Enseigner dehors pour préparer le futur
Enseigner dehors pour préparer le futur
Mai 2024, par Christophe Dubois
Un article du magazine Symbioses n°140 : Futur incertain - Anticiper et s’adapter
De quelles compétences les enfants auront-ils besoin pour bien vivre en 2050 ? Et si ces compétences se cultivaient en plein air ? Immersion dans une formation d’enseignant·es, dans les pas de la Suissesse Sarah Wauquiez.
En cette fin février, des mains se réchauffent au-dessus d’un feu de bois, en bordure des scintillants étangs de Virelles. A l’initiative de l’Aquascope, elles sont vingt-deux institutrices de maternelle et de primaire à participer à la formation Cultiver en plein air les compétences d'avenir, proposée par Sarah Wauquiez, autrice suisse d’un récent ouvrage sur la question (1).
Parmi les participantes, la plupart expérimentent déjà « l’école du dehors » et sortent plusieurs fois par mois avec leurs élèves, en pleine nature, pour y vivre des apprentissages (2).

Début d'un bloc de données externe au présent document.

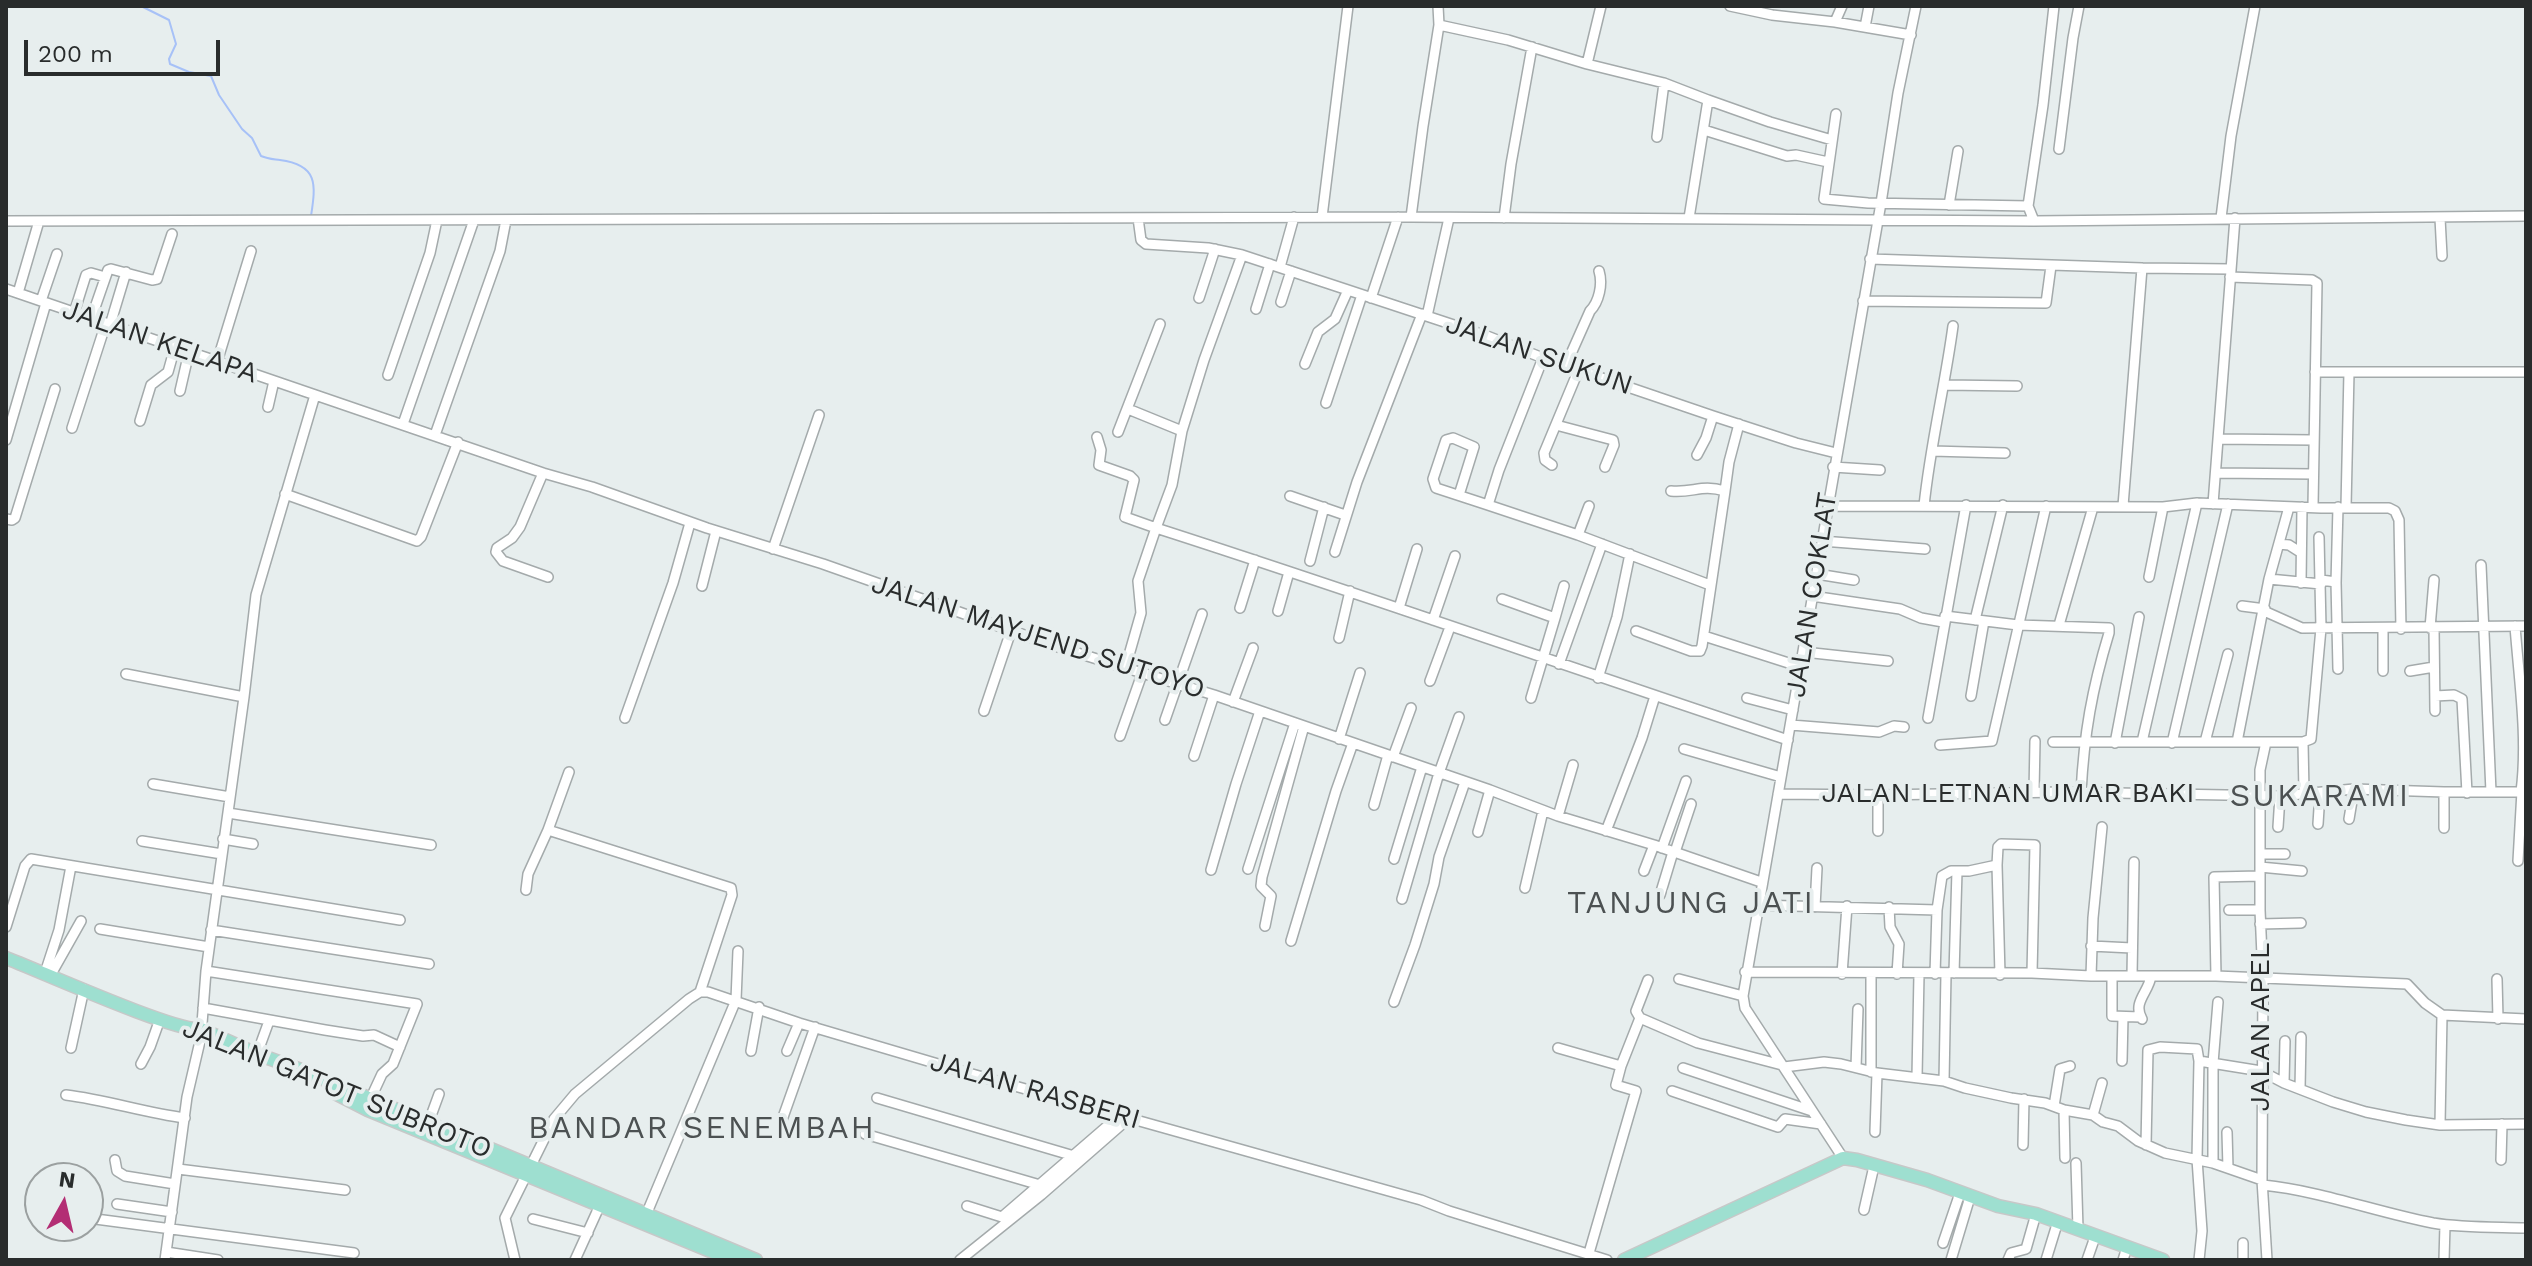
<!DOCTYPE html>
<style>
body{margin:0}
#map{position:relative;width:2532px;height:1266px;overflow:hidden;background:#e7eeee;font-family:"Work Sans",sans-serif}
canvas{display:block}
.frame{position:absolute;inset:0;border:8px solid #292c2c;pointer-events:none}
.north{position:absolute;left:24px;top:1162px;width:80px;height:80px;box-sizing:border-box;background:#e7eeee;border:2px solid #9ba0a0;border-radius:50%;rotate:8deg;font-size:22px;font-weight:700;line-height:32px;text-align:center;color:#292c2c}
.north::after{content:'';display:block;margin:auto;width:28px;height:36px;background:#b32e74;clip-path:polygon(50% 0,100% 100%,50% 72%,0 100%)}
.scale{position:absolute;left:24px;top:40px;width:196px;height:36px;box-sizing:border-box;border:4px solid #292c2c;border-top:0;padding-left:10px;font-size:24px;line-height:28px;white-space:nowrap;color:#292c2c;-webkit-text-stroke:6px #e7eeee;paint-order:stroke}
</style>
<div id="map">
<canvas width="2532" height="1266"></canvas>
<div class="frame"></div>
<div class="north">N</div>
<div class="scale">200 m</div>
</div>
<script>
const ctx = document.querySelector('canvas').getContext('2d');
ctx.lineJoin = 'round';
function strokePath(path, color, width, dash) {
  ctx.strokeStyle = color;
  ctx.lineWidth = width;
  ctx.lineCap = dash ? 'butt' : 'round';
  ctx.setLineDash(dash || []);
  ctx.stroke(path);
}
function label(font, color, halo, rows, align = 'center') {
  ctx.font = font + ' "Work Sans",sans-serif';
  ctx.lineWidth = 8;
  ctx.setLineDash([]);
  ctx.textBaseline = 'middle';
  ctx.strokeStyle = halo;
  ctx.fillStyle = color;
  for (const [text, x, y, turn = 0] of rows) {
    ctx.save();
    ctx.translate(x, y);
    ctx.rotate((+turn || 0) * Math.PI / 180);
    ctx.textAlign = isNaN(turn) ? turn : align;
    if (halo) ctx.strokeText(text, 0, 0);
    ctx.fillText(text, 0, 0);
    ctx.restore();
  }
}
const stream = new Path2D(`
 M141,6L169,20L176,44L169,59L170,64L189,72L211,76L219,95L242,129L252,138L261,156C268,159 273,159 280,160C318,165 316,184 311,216`);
const minor = new Path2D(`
 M1438,6L1439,25
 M1730,6L1772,15L1835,22L1911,35
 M1835,22L1842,6
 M1865,27L1869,6
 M1587,64L1601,6
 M1708,100L1770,122L1832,140
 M1836,114L1824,199L1868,203L2028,206L2034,221
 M1704,130L1787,156L1796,155L1828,162
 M1657,137L1664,83
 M2059,149L2073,38L2079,6
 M1949,205L1958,151
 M2028,206L2043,105L2054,6
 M1322,217L1348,6
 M1411,217L1423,126L1439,25L1508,40L1587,64L1664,83L1708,100L1689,218
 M1138,218L1141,240L1146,244L1208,248L1242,255L1487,336L1543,358L1713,416L1796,443L1836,453
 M1504,218L1511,164L1532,47
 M2221,218L2231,136L2255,6
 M2440,218L2442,256
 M6,221L1411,217L2034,221L2526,216
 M1870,259L2142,268L2230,269
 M1280,267L1294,217
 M2230,277L2312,280L2317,283L2313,506
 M6,289L543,473L592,487L707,528L823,564L1058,647L1214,695L1490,790L1558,816L1654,845L1761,882
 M18,293L39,221
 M1199,298L1215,249
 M1371,298L1398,217
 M41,301L57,254
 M1863,301L2046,303L2051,266
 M1281,302L1291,271
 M1256,309L1270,264
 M74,313L86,275L91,273L105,277
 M1427,316L1449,218
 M91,319L108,270L111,269L152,280L157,279L172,234
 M110,325L126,272
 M217,362L251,251
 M1305,364L1318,332L1335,319L1348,290
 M1566,365L1590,311C1599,302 1603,284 1599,271
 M2315,372H2526
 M388,375L430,253L437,220
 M1945,385L2017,386
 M180,391L189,352
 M1326,403L1362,295
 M268,407L274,381
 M1128,409L1182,431
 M140,421L151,385L168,372L175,347
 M403,424L474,220
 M1556,425L1613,440L1614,445L1605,467
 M72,428L106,323
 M1118,432L1160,324
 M435,435L500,251L506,220
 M1097,437L1101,450L1099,465L1130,476L1134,480L1125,517L1156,528L1172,485L1182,431L1204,360L1242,255
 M2219,439L2313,440
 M6,440L46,303
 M1932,451L2005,453
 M1697,455L1706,438L1713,416
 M1552,465L1545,460L1544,453L1579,369
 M1833,467L1880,470
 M543,473L520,527L512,538L497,548L496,552L503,561L548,577
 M2217,473L2313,474
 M1725,491L1729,462L1739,424
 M285,494L417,541L421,537L458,442
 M1459,495L1474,447L1453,438L1446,440L1433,479L1436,488L1488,505L1499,470L1543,358
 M1290,496L1345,515
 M2213,504L2235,218
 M1488,505L1578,535L1710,585
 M1828,506L2163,507L2197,503L2321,508H2389L2395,511L2399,520L2401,629
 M1924,506C1930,446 1945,386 1953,326
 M2123,506L2142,268
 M2346,507L2349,372
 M6,519L12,520L15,518L55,389
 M1578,535L1589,506
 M1822,541L1925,549
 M2279,544L2289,545L2300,552
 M773,549L819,415
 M1335,552L1357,482L1422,314
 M1310,561L1324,507
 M2481,565L2491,792
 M1817,574L1854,580
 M2149,577L2163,507
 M2269,579L2321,584
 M2321,580L2336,582L2338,669
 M2301,583L2302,507
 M2336,583L2338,507
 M702,586L716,531
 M1812,596L1900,609L1921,618L1943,622
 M1502,599L1555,618L1531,698
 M2242,606L2265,609
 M1240,608L1255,560
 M1399,608L1417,549
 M1278,611L1289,572
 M2264,611L2302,628L2526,626
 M1945,616L2018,625L2109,628V633C2092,689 2084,734 2081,793
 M1555,618L1564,586
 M1433,620L1455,556
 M1975,620L2003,505
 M2059,625L2093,507
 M2515,626C2519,680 2528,738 2521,792
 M2430,628L2434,580
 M2434,628L2435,711
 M2383,629V671
 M1636,631L1691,651H1700L1702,646L1725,491C1701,484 1694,493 1671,491
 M1704,636L1801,667
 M1339,638L1350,591
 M1804,652L1888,661
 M1559,664L1602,544
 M1125,669L1141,613L1138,581L1156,528C1368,596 1577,670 1788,740
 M2410,671L2434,667
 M126,674L244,697
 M1598,678L1617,617L1630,554
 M1430,681L1450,627
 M1971,696L1984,621
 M2435,696L2454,695L2462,699L2467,793
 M1747,698L1793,710
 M1233,702L1253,648
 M984,711L1011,631
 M625,718L673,583L690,523
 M1928,718L1966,505
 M1165,720L1202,614
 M1791,725L1879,732L1894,726L1904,727
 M1120,736L1142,674
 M1339,739L1360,673
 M2053,742H2303L2311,739L2321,628L2319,537
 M2142,742L2197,503
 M2205,742L2228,654
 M2237,742L2269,579L2289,507
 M2266,742L2260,770V910L2263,979L2262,1180L2267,1260
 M2303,742L2304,793
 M2115,743L2139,617
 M2172,743L2228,504
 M1940,745L1992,741L2046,506
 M1684,749L1781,777
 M1194,756L1214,695
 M1393,757L1411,708
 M153,784L230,797
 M2034,792L2035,741
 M2444,792V828
 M1778,794L1878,795L2062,792L2280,796L2354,789L2444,792H2526
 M1374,805L1388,755
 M228,813L431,845
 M1558,816L1573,765
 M2349,819L2354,789
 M2318,824L2320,793
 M2278,827L2280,796
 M548,830L569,772
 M1606,831L1642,738L1655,696
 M1878,831V795
 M1478,832L1490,790
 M223,839L253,844
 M142,841L222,854
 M1662,848L1686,781
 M1675,852L1691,804
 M2260,854H2285
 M1394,859L1422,767
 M2518,861L2522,791
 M1997,865L1998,847L2001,844L2035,845L2032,973
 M2260,867L2302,871
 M1248,869L1295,723
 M1211,870L1236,784L1260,711
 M1644,871L1654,845
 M1525,888L1543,811
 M526,890L528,874L548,830L731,888L732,895L700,992
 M1660,895L1673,852
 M1402,899L1439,773L1459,717
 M1757,905L1937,910
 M1815,907L1817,868
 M1889,907L1890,927L1899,944L1897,974
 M2229,910H2260
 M2260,924L2301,923
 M1265,926L1271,896L1261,886L1262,877L1304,726
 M6,927L25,866L31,859L400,920
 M100,929L209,947
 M211,930L429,964
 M1291,941L1336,791L1353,743
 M2091,946L2132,948
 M206,971L417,1004L393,1064L382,1074L369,1102
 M1745,972L2032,973L2091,976H2216L2407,984L2425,1003L2442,1015L2526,1019
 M45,973L59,930L71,866
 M1954,973L1957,871
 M1842,974L1847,906
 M1871,974V1072
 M1935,974L1937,910L1942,876L1951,871H1969L1997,865L2000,975
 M50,976L81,921
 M2091,976L2093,918L2102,827
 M2112,976V1016L2140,1017
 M2132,976L2134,862
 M2216,976L2214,877L2260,876
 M1679,979L1743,996
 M2497,979L2498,1019
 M1648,980L1636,1011L1640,1018L1698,1043L1782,1065
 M1394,1002L1415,945L1434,884L1439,857L1465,782
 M203,1008L325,1030L363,1036L374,1035L400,1047
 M2142,1019C2132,1002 2149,992 2151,976
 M71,1048L84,989
 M1558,1048L1621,1066
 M751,1051L759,1007
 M787,1051L799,1023
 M257,1054L269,1021
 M2122,1061L2123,1017
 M2199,1061L2261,1071L2284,1083L2333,1102L2366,1112L2406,1120L2440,1125L2526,1124
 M141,1064L150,1047L160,1019
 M1784,1067L1824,1062L1841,1064L1877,1073L1944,1081L1965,1088L2011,1098L2045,1103L2064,1110L2093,1115L2103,1122L2118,1126L2138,1141L2165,1153L2213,1163L2262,1180
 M1856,1067L1858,1009
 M1683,1068L1812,1111
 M1917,1077L1919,974
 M1944,1081L1946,974
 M2284,1083L2285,1041
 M2300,1089L2301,1037
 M1672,1091L1778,1127L1785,1119L1821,1124
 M66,1095C107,1100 145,1113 185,1118
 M877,1098L1074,1156
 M2054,1106L2060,1069L2070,1066
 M2064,1110L2065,1158
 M2093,1115L2102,1083
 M782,1120L815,1027
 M428,1124L439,1094
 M2440,1125L2442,1015
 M1875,1132L1877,1073
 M2227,1132L2228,1168
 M865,1134L1040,1185
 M2023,1145L2024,1099
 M2146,1145L2148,1050L2160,1047L2197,1049L2199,1061L2197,1159L2202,1231L2199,1260
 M1843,1158L1745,1008L1743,996L1881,203L1898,93L1916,6
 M115,1160L117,1171L125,1176L175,1184
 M2501,1160L2502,1124
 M2076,1163L2078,1229
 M2213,1163V1063L2218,1002
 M178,1169L345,1190
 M2263,1185C2321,1191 2376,1212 2433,1223C2463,1228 2495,1227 2526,1228
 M117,1204L172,1212
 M967,1206L1002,1217L1119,1116
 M32,1210L40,1211
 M1864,1210L1874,1166
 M646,1215L736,1000L738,951
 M88,1218L354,1253
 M533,1219L588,1233
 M1943,1243L1960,1193
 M166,1252L218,1260
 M1589,1253L1636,1091L1616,1085L1621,1066L1640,1018
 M165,1260L187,1097L201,1037L206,971L244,697L256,595L315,395
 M515,1260L505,1218L554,1119L575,1094L689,999L700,992H708L799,1023L972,1074L1421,1200L1449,1211L1607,1260
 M575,1260L600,1205
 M960,1260L1041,1195L1129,1118
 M1951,1260L1970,1197
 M2008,1260L2011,1253L2026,1249L2036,1214
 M2046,1260L2058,1221
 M2087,1260L2095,1237
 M2123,1260L2127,1247
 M2243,1260V1243
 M2444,1260L2445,1225`);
const major = new Path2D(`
 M6,958C38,970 177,1033 201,1029L257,1054L304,1071L756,1260
 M331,1091L368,1110L730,1259
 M1624,1260L1843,1158L1857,1160L1927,1180L1998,1206L2036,1214L2163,1260`);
const streetNames = [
 ["JALAN KELAPA",160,342,19],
 ["JALAN SUKUN",1539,355,19],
 ["JALAN COKLAT",1812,595,-81],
 ["JALAN MAYJEND SUTOYO",1038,637,18],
 ["JALAN LETNAN UMAR BAKI",2008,794],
 ["JALAN APEL",2261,1027,-90],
 ["JALAN GATOT SUBROTO",337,1089,22],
 ["JALAN RASBERI",1035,1091,16]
];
const quarterNames = [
 ["SUKARAMI",2320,797],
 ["TANJUNG JATI",1691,904],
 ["BANDAR SENEMBAH",702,1129]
];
strokePath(stream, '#a7c1f7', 2);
strokePath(minor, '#a4aaab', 12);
strokePath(major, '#c7c8c8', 15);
strokePath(minor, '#fff', 9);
strokePath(major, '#9edfd0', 12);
label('28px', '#292c2c', '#e7eeee', streetNames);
ctx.letterSpacing = '2px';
label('32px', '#4c5152', '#e7eeee', quarterNames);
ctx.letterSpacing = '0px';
</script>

Mais comment cette pratique d’éducation par la nature peut-elle concrètement outiller les enfants face au monde de demain ? Quelles sont les aptitudes utiles pour se préparer au futur et le construire dès à présent ?
Pour y répondre, une enseignante est invitée à se coucher par terre, sur le dos. Sa silhouette permet aux autres de dessiner au sol une « super héroïne » à partir de bouts de bois. Sarah Wauquiez distribue alors des languettes en papier reprenant les compétences d’avenir qu’elle a identifiées. « Par deux, discutez de cette compétence, de pourquoi elle est importante pour l’avenir et comment la développer dehors, propose la formatrice. Vous allez ensuite symboliser cela sur la silhouette, avec des éléments naturels. »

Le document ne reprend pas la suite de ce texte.